Below is the Bone, ready to go !










wll


----------



## raventree78 (Apr 20, 2016)

Nice rock chunking set up


----------



## SLINGDUDE (Aug 15, 2018)

Looks fun!


----------



## MOJAVE MO (Apr 11, 2018)

Stay clear of the dogpark!

Sent from my SM-G965U using Tapatalk


----------



## wll (Oct 4, 2014)

MOJAVE MO said:


> Stay clear of the dogpark!
> 
> Sent from my SM-G965U using Tapatalk


LOL, LOL, LOL.

I left my Dog Bone at work by mistake so I did not get to shoot it today, I will tomorrow for sure I have the urge to fire off some clods and watch them fly !!!!. Nothing like firing off a big rock and having it smash into something ;- )

wll


----------



## wll (Oct 4, 2014)

Took the Bone out and let er rip .... Boulders were flying everywhere. man alive when a rock the size of a ~ quarter hits something ... it REALLY hits something !!

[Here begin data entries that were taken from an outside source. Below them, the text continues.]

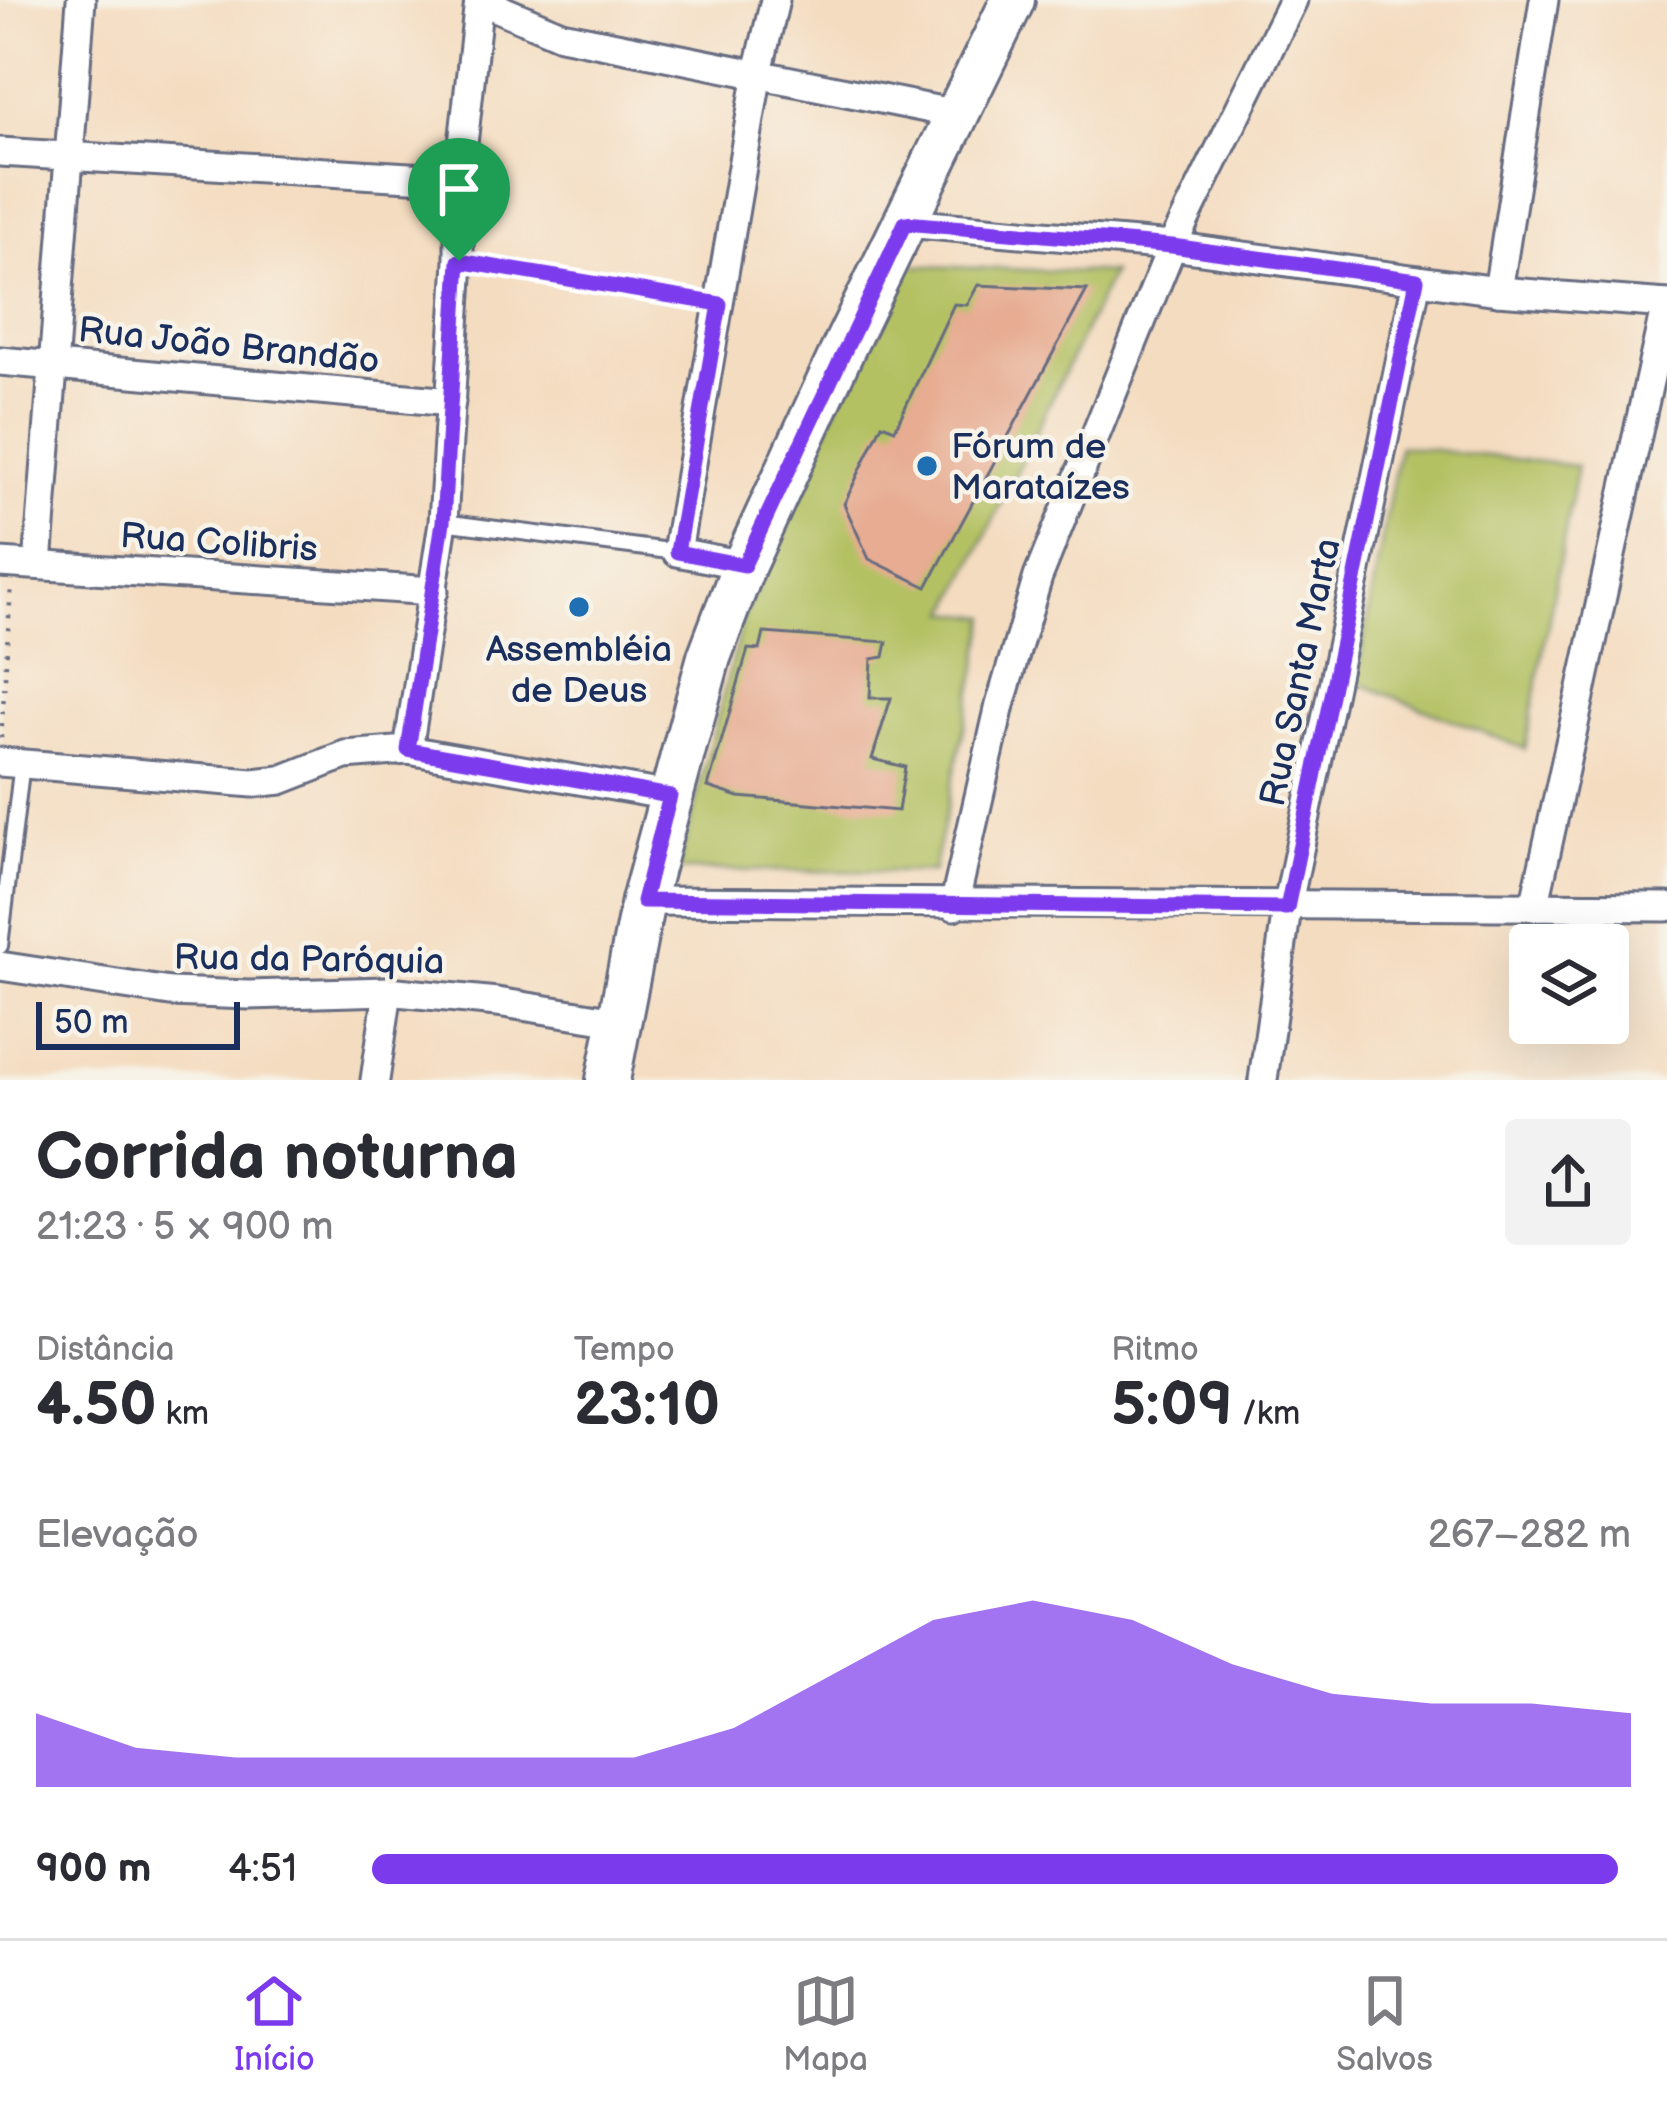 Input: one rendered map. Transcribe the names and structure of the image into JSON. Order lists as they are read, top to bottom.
{
  "streets": {
    "street": [
      "Rua João Brandão",
      "Rua Colibris",
      "Rua Santa Marta",
      "Rua da Paróquia"
    ]
  },
  "places": ["Fórum de Marataízes", "Assembléia de Deus"],
  "scale_bar": "50 m",
  "page": {
    "scale": "50 m",
    "heading": ["Corrida noturna", "21:23 · 5 × 900 m"],
    "stats": [
      ["Distância", "4.50 km"],
      ["Tempo", "23:10"],
      ["Ritmo", "5:09 /km"]
    ],
    "chart": ["Elevação", "267–282 m"],
    "list": [
      {
        "name": "900 m",
        "note": "4:51"
      }
    ],
    "tabs": ["Início", "Mapa", "Salvos"]
  }
}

Did not pull back all the way as I did not want to rip any tendons in my fingers, so I pulled back about 3/4 + my draw length. The pouch is pure [email protected] so I changed it to a Tex pouch ... a great pouch for bigger stuff like marbles or ? and very pliable not like the stiff good for nothing F-16 pouch.

I will go out early tomorrow in the am to launch some big stuff with this sling, but will also chuck some BB's. I shot quite a few BB's today and they were flying fast, shot them out of a old style Luck Ring and single 1842's ... They were sending those BB's out QUICK !!! New 2040's may send them out just as fast or faster as the 2040's I have been using on the zinc sling gave up the ghost today ;- (

wll


----------



## wll (Oct 4, 2014)

Went out this am with "The Bone" and shot some 3/4" jawbreakers.

They flew great except those F-16 tubes must come off, they are way to hard to pull and the hand slap is absolutely torture. I will fix that when I get home. The "Bone" shape may be causing more finger slap than needed ---- I may need to switch slings. You can see below that I changed to a Tex pouch ... very, very nice !!










Now on to BB's 

Must have shot over 100 + shots at a measured 26 yards in an outdoor semi enclosed area where I could see the BB's fly. At times I was doing good and then at times I fell off the wagon. When I was shooting well I was making sure my anchor was touching my earlobe --- next to my face, if I dropped down just a bit my shots flew high, if my anchor was not between my earlobe and my face, I was shooting right. Another thing is I think I have an inconsistent release at times and that may be some of my problems. Another very important thing is my draw length, if the rubber is bit to short I can't get to where I need to be, a no-no for consistency.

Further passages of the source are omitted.